=== Source material ===
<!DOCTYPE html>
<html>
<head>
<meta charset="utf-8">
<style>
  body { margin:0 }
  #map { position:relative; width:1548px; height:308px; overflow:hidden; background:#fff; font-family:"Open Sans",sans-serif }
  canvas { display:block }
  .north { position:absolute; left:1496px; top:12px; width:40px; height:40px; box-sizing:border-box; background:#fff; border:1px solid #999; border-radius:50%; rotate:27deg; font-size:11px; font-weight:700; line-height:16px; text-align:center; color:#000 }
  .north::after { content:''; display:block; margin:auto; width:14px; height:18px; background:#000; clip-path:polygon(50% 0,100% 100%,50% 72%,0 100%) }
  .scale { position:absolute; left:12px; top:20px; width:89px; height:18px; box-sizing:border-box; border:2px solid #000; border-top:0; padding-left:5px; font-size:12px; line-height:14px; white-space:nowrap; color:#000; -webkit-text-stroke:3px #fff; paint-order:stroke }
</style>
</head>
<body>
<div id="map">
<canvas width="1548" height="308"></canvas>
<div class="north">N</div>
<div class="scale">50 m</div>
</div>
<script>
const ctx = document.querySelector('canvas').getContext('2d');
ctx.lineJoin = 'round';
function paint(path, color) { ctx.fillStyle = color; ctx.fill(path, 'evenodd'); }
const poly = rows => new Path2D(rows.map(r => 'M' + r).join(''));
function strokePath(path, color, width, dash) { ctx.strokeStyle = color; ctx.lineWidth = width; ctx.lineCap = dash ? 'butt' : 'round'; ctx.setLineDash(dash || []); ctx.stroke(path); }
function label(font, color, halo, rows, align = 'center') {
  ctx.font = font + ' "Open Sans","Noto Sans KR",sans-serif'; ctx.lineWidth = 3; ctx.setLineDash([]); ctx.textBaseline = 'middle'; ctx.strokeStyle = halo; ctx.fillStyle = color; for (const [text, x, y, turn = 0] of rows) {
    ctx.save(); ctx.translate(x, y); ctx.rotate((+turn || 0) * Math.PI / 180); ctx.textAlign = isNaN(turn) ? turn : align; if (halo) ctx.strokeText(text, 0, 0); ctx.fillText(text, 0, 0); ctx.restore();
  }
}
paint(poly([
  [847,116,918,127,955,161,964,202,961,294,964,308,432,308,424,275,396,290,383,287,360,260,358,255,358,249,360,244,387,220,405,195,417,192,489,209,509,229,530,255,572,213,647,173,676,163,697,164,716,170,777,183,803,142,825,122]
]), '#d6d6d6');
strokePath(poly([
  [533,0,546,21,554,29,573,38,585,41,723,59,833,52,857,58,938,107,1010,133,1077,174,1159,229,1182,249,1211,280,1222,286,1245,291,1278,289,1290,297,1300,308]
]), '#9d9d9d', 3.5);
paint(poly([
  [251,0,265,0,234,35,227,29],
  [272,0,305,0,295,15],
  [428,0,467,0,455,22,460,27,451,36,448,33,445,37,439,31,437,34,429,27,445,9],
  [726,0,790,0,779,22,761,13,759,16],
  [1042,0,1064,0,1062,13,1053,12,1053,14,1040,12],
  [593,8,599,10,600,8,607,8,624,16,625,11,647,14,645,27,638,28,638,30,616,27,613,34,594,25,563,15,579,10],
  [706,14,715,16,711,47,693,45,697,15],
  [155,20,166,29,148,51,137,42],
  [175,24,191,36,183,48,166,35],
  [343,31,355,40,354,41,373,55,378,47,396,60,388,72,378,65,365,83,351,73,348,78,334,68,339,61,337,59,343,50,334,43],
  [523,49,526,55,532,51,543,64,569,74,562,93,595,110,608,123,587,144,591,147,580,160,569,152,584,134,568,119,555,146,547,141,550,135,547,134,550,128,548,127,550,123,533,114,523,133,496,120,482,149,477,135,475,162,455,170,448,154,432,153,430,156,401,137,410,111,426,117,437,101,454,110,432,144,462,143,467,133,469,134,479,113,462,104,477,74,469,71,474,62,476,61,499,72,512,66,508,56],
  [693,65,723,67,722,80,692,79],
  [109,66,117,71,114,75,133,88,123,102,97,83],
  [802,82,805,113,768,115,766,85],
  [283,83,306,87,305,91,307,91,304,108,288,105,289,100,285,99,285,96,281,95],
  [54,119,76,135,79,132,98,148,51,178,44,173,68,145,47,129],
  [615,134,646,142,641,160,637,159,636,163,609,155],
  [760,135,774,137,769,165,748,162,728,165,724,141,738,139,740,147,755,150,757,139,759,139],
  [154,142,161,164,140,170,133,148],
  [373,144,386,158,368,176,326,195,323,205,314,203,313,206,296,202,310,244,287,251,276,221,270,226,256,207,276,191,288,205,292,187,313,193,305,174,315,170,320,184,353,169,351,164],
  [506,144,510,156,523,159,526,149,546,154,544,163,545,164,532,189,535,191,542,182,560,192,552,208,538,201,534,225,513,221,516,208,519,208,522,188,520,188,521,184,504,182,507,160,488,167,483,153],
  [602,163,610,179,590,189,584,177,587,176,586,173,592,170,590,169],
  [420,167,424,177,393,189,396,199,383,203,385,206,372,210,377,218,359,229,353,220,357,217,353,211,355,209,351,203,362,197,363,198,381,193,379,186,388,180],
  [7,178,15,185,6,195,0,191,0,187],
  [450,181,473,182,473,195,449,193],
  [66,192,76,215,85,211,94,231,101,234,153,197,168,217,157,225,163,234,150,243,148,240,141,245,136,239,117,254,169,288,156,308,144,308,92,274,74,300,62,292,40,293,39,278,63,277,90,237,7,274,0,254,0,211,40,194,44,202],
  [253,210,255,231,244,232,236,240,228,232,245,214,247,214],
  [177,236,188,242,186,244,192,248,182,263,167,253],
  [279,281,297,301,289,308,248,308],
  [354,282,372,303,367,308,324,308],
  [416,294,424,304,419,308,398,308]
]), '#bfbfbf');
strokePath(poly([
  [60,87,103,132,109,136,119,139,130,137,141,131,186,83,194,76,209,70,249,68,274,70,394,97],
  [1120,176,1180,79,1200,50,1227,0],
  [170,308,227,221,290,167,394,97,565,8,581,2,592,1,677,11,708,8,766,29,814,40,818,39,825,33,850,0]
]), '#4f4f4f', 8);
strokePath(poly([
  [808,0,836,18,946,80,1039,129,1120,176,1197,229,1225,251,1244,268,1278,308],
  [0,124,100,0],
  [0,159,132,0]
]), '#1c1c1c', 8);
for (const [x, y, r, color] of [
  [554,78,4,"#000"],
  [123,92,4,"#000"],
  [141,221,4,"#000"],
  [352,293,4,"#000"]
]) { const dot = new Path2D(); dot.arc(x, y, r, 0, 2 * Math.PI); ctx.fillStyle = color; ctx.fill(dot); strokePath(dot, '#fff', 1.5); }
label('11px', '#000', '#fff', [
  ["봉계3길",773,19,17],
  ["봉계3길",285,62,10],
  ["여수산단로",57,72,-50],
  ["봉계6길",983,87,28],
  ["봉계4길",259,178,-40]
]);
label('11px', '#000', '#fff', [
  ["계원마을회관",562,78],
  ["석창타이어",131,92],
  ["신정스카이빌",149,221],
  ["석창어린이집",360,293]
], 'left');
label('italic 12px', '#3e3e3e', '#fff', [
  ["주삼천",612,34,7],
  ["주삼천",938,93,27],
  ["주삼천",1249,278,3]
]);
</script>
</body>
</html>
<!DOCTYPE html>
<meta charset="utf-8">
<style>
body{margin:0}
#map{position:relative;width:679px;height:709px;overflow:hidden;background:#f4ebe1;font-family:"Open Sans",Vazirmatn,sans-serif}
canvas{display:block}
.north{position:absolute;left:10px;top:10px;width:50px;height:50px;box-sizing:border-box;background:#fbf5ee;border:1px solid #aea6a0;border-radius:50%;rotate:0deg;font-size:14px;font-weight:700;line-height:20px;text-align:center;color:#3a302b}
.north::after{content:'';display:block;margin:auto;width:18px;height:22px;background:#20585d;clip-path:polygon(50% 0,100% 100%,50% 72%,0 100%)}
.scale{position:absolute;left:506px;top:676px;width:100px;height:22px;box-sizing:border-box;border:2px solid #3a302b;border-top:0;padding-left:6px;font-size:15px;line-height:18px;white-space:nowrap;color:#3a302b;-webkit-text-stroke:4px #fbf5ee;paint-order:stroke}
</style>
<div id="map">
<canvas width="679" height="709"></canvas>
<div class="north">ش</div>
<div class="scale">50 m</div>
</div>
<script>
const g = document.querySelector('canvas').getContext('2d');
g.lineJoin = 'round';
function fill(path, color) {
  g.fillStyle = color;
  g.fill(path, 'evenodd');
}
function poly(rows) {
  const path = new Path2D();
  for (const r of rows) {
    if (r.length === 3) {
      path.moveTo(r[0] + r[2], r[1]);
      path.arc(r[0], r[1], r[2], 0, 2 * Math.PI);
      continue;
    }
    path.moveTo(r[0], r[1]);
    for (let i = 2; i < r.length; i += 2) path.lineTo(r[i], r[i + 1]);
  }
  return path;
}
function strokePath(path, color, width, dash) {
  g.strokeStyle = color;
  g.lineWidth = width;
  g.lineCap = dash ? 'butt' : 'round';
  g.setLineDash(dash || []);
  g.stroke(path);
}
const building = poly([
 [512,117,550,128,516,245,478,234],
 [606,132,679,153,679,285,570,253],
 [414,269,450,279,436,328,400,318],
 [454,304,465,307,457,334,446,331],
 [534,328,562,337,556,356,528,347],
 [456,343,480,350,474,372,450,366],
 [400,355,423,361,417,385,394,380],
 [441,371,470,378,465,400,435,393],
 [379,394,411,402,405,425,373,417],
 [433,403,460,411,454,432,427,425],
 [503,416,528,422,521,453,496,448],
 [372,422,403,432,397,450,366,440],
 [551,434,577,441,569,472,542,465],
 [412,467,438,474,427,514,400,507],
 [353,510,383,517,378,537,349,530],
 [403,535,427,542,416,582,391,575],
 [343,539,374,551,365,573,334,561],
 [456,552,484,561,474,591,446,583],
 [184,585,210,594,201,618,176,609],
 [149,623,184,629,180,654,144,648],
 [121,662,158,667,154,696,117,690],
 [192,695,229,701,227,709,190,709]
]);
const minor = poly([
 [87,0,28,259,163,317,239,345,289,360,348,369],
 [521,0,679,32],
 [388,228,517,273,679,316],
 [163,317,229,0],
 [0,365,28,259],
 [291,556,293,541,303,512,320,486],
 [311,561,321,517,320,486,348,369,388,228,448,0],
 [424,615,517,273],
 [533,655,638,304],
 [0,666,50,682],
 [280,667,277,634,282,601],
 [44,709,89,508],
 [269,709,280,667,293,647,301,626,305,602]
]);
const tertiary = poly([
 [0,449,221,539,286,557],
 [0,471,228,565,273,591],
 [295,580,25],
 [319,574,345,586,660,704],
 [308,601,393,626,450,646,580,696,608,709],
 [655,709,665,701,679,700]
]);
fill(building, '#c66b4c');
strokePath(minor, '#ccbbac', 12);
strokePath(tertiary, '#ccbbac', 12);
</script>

=== Work to be completed ===
For every line of the material that holds the word "html", make a copy.

=== Answer box ===
<!DOCTYPE html>
<html>
</html>
<!DOCTYPE html>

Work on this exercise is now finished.